The project is a collaboration between Stewart Milne Group, Barratt Developments, L&Q, Forster Group, the Manufacturing Technology Centre (MTC) and Construction Scotland Innovation Centre (CSIC). It compares conventional and panelised MMC construction methods on actual building sites, and examines the impact scaling up panelised methods will have on the housebuilding industry.

The three-year project, which has been live since early 2019, has been trialling new digital design tools, manufacturing advancements, and near-to-market offsite panelised MMC systems, using lean site processes on live housing projects.

The goal of the project is to support the sector by delivering 120,000 homes for the same or less cost than traditional methods and built 30% quicker. The project has potential to impact on 35,000 homes being delivered by AIMCH partners across the UK each year.

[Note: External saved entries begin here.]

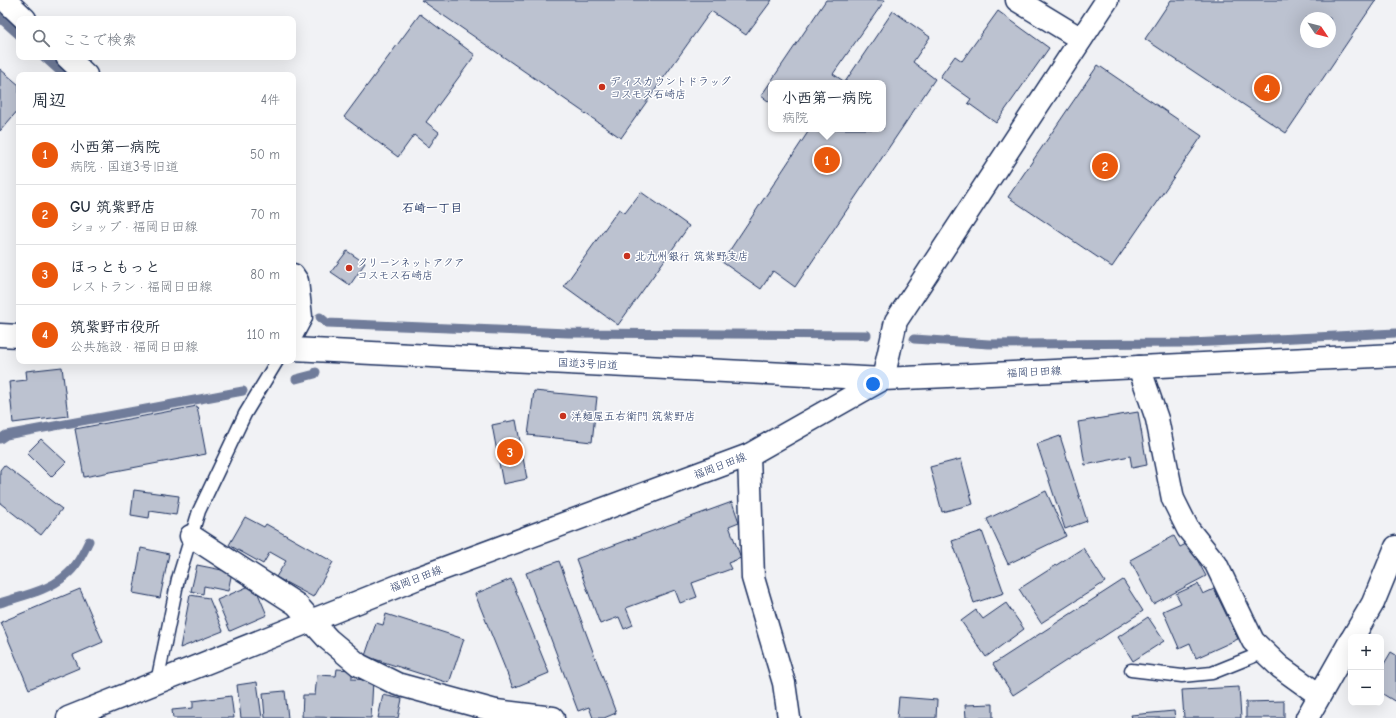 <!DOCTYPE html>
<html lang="ja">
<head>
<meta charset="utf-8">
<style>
  body { margin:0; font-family:"Comic Neue","Klee One",sans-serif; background:#f2f2f3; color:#1f2937 }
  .controls { position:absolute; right:12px; bottom:12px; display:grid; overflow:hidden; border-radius:8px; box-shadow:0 4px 16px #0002 }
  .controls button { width:36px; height:36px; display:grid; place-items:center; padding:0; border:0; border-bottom:1px solid #e0e1e3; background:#fff; color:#1f2937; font:20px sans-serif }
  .compass { position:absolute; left:1300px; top:12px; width:36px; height:36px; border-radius:50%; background:#fff; box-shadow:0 4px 16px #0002; rotate:125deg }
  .you { position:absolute; left:873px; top:384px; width:14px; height:14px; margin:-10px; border:3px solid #fff; border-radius:50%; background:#1a73e8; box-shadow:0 0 0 6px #1a73e833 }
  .badge { display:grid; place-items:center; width:26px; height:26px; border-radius:50%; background:#ea580c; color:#fff; font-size:13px; font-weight:700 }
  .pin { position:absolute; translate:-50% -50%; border:2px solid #fff; box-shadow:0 1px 4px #0006 }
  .popup { position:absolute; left:768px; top:80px; width:118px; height:52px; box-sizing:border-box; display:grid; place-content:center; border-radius:8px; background:#fff; filter:drop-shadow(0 1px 3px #0005); font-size:13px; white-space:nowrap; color:#747a83 }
  .popup b { font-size:15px; color:#1f2937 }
  .popup::after { content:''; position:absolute; left:50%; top:100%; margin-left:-8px; border:8px solid transparent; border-top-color:#fff }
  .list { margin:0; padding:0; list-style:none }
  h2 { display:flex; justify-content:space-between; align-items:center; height:52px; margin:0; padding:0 16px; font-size:17px }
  h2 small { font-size:13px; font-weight:400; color:#747a83 }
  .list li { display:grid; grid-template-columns:26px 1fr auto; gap:12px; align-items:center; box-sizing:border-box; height:60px; padding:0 16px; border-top:1px solid #e0e1e3 }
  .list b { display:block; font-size:15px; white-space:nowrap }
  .list p { margin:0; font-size:13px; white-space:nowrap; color:#747a83 }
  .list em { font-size:13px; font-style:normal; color:#747a83 }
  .icon { flex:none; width:22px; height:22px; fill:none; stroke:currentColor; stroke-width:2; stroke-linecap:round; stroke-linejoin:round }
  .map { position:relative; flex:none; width:1396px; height:718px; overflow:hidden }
  .search { position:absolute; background:#fff; box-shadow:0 4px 16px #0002; left:16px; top:16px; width:280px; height:44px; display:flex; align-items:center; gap:10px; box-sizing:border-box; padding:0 14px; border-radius:8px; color:#747a83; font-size:15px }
  .panel { position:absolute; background:#fff; box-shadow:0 4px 16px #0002; left:16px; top:72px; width:280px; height:292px; border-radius:8px }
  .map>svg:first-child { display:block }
</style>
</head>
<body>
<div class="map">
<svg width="1396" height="718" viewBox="0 0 1396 718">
  <rect width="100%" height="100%" fill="#f1f2f5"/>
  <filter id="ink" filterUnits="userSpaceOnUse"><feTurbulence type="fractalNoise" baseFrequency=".025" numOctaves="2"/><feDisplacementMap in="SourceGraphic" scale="8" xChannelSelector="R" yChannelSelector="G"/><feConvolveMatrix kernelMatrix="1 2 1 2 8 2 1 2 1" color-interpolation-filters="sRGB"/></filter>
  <g filter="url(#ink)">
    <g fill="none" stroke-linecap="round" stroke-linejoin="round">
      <!-- stream -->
      <g stroke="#707c9a" stroke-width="9">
        <path d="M 0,18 L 19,35"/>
        <path d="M 44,57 L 64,75"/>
        <path d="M 320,317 L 327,323 L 568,333 L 867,335"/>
        <path d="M 914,339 L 989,344 L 1191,343 L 1396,333"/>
        <path d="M 296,379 L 315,374 L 316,372"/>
        <path d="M 0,439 L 6,435 L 243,391"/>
        <path d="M 0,603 C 21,596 48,591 65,576 C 77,567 83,553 89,541"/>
      </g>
    </g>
    <!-- building -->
    <g fill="#bcc2d0" stroke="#1b2f5e" fill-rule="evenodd">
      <path d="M 421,0 L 772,0 L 746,35 L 711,11 L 621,138 Z"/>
      <path d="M 826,0 L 885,0 L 833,74 L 845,82 L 893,11 L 930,37 L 913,62 L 935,79 L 795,287 L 773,271 L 761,289 L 722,262 L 810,129 L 883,129 L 883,83 L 771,83 L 771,103 L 761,96 Z"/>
      <path d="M 1171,0 L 1376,0 L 1286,133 L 1145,39 ZM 1306,18 L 1330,18 L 1330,42 L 1306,42 Z"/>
      <path d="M 998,11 L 1049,48 L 996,123 L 968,103 L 971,99 L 940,77 L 955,56 L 962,61 Z"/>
      <path d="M 420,14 L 475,55 L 426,122 L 439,132 L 429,147 L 414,135 L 398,157 L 344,117 Z"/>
      <path d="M 1098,65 L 1202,136 L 1112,267 L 1008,197 Z"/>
      <path d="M 0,69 L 19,85 L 19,109 L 0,131 Z"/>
      <path d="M 641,192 L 689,226 L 618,325 L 564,286 L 619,209 L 625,213 Z"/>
      <path d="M 347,251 L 365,263 L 350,285 L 331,272 Z"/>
      <path d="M 62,367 L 68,416 L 13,423 L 9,382 L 27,380 L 26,371 Z"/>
      <path d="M 534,391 L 597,397 L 592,442 L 528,435 Z"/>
      <path d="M 197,406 L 206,454 L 84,477 L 75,429 Z"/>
      <path d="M 1138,412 L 1147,465 L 1132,468 L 1130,456 L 1085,465 L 1078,422 Z"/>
      <path d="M 516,420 L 527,479 L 503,484 L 492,425 Z"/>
      <path d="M 1060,436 L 1087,521 L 1065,529 L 1037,444 Z"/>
      <path d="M 41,439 L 66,462 L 51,477 L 27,453 Z"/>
      <path d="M 961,459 L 973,504 L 942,512 L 930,467 Z"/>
      <path d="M 4,465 L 62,509 L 41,535 L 0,503 L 0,470 Z"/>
      <path d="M 134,490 L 179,496 L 176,515 L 150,511 L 149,518 L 131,515 Z"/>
      <path d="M 1046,491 L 1066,536 L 1008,564 L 987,519 Z"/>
      <path d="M 732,502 L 739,522 L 729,526 L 741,558 L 728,563 L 731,569 L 692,583 L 697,597 L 680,603 L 675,590 L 626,608 L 633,625 L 624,629 L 619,617 L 600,624 L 576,559 Z"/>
      <path d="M 245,517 L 264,527 L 266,524 L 333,562 L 313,597 L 276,577 L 286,561 L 270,552 L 263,564 L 229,545 Z"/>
      <path d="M 982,531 L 1004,593 L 974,603 L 952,541 Z"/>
      <path d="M 1174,536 L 1180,547 L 1188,543 L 1206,576 L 1153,604 L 1130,560 Z"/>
      <path d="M 141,548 L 169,554 L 160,598 L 133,593 Z"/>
      <path d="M 1083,548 L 1105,582 L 1041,623 L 1019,589 Z"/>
      <path d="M 559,561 L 616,713 L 604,718 L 593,718 L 589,707 L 578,711 L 526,573 Z"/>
      <path d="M 197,565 L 232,572 L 228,591 L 204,586 L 203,594 L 191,591 Z"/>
      <path d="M 511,579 L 549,673 L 513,688 L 475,594 Z"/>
      <path d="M 1123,580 L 1143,611 L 1013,695 L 993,664 Z"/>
      <path d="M 254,584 L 267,615 L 230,631 L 217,600 Z"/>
      <path d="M 1198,584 L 1203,594 L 1214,589 L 1238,639 L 1196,658 L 1190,643 L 1179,648 L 1163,611 L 1181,603 L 1176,594 Z"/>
      <path d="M 80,589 L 103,642 L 73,655 L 79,668 L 29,689 L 1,622 Z"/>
      <path d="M 190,595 L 209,598 L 223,631 L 180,648 Z"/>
      <path d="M 1006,603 L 1024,629 L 986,657 L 961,621 L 976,610 L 983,619 Z"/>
      <path d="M 386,614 L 464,639 L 449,683 L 365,656 L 376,623 L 383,625 Z"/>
      <path d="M 1148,617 L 1164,641 L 1133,661 L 1118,637 Z"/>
      <path d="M 1391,652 L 1396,655 L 1396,702 L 1381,693 L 1381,669 Z"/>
      <path d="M 337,669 L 352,670 L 352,679 L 373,680 L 371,718 L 302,717 L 303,695 L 315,695 L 317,675 L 336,676 Z"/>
      <path d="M 257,682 L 262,718 L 241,718 L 237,685 Z"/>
      <path d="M 1239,687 L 1241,718 L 1184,718 L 1182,690 Z"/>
      <path d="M 285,691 L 288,718 L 265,718 L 263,693 Z"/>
      <path d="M 383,695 L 402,699 L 398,718 L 378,718 Z"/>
      <path d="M 231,696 L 234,718 L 173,718 L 172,710 L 193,708 L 193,701 Z"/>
      <path d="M 899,697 L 937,700 L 936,718 L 897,718 Z"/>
      <path d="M 1284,701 L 1284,718 L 1246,718 L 1246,702 Z"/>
      <path d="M 993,704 L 993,718 L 966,718 L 965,705 Z"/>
      <path d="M 1174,711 L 1175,718 L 1132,718 L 1131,715 Z"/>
    </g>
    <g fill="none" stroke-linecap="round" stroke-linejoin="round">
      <defs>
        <g id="lane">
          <path d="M 1131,670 L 1182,676 L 1212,673 L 1264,652"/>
          <path d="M 157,682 L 178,579 L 199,511 L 245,414 L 277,361"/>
        </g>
        <g id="street">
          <path d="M 5,0 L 25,19"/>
          <path d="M 1017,0 L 1081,39"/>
          <path d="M 67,57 L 86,75"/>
          <path d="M 293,275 L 297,281 L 301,317 L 293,332"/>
          <path d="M 1139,367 L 1157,419 L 1173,499 L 1188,529 L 1216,564 L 1253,641 L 1280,667 L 1319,695"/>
          <path d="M 883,379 L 896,321 L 1107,0"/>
          <path d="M 749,455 L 753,578 L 784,683 L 789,718"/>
          <path d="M 191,536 L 296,604 L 328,639 L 359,665 L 397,684 L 496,711 L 553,718"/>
          <path d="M 1353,637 L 1373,603 L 1396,547"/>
          <path d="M 1307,718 L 1351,640"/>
        </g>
        <g id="secondary">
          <path d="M 0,335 L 19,336"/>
          <path d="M 293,349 L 883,379 L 1396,355"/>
          <path d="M 68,718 L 418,578 L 749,455 L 883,379"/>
        </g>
      </defs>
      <!-- lane casing -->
      <use href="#lane" stroke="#1b2f5e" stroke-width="15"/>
      <!-- street casing -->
      <use href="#street" stroke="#1b2f5e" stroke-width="25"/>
      <!-- secondary casing -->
      <use href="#secondary" stroke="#1b2f5e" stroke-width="25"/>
      <!-- lane -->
      <use href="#lane" stroke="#fff" stroke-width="12"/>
      <!-- street -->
      <use href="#street" stroke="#fff" stroke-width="22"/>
      <!-- secondary -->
      <use href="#secondary" stroke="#fff" stroke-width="22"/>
    </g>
  </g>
  <!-- markers -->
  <g fill="#c8321e" stroke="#fff" stroke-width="1.5">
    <circle cx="602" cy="87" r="4"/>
    <circle cx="627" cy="256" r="4"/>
    <circle cx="349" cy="268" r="4"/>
    <circle cx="563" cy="416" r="4"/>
  </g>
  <g text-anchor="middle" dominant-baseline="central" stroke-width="3" stroke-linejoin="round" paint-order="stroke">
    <!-- poi labels -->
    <g font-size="11" fill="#1b2f5e" stroke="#fff" text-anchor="start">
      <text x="610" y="81">ディスカウントドラッグ<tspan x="610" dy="13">コスモス石崎店</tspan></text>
      <text x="635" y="256">北九州銀行 筑紫野支店</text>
      <text x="357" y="262">クリーンネットアクア<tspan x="357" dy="13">コスモス石崎店</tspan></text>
      <text x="571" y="416">洋麺屋五右衛門 筑紫野店</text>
    </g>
    <!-- street labels -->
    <g font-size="11" fill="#1b2f5e" stroke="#fff">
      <text transform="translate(588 364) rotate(3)">国道3号旧道</text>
      <text transform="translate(1034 372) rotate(-3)">福岡日田線</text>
      <text transform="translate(720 466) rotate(-21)">福岡日田線</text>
      <text transform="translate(416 579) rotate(-21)">福岡日田線</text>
    </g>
    <!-- neighbourhood labels -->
    <g font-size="12" font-weight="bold" fill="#1b2f5e" stroke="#fff">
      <text x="432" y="208">石崎一丁目</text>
    </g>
  </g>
</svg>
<div class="controls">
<button>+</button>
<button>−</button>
</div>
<svg class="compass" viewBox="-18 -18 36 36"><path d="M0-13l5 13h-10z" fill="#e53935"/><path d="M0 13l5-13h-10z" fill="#747a83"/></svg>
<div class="you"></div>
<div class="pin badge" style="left:827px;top:160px">1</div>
<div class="popup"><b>小西第一病院</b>病院</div>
<div class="pin badge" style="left:1105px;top:166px">2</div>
<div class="pin badge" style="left:510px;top:452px">3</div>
<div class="pin badge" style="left:1267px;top:88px">4</div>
<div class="search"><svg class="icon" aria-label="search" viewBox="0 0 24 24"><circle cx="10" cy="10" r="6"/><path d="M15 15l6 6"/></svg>ここで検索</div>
<section class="panel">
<h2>周辺<small>4件</small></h2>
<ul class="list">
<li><span class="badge">1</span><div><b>小西第一病院</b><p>病院 · 国道3号旧道</p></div><em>50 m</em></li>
<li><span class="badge">2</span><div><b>GU 筑紫野店</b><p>ショップ · 福岡日田線</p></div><em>70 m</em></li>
<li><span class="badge">3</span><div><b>ほっともっと</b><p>レストラン · 福岡日田線</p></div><em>80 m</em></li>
<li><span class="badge">4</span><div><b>筑紫野市役所</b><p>公共施設 · 福岡日田線</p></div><em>110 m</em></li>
</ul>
</section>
</div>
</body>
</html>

Decarbonisation of the built environment is seen as a priority and the the project embarked on a study to measure and profile embodied carbon and whole life costing in the use of MMC systems across four housing types to current and near-zero carbon standards.  A strategy for a proof of concept, near-zero-carbon home trial was also developed with Barratt Developments.

The project also recognises the importance of SMEs and, through roofing specialist Forster Group, has helped accelerate take-up of its roofing technology, through collaborative learning and proof of concept trials with MTC and the AIMCH developers.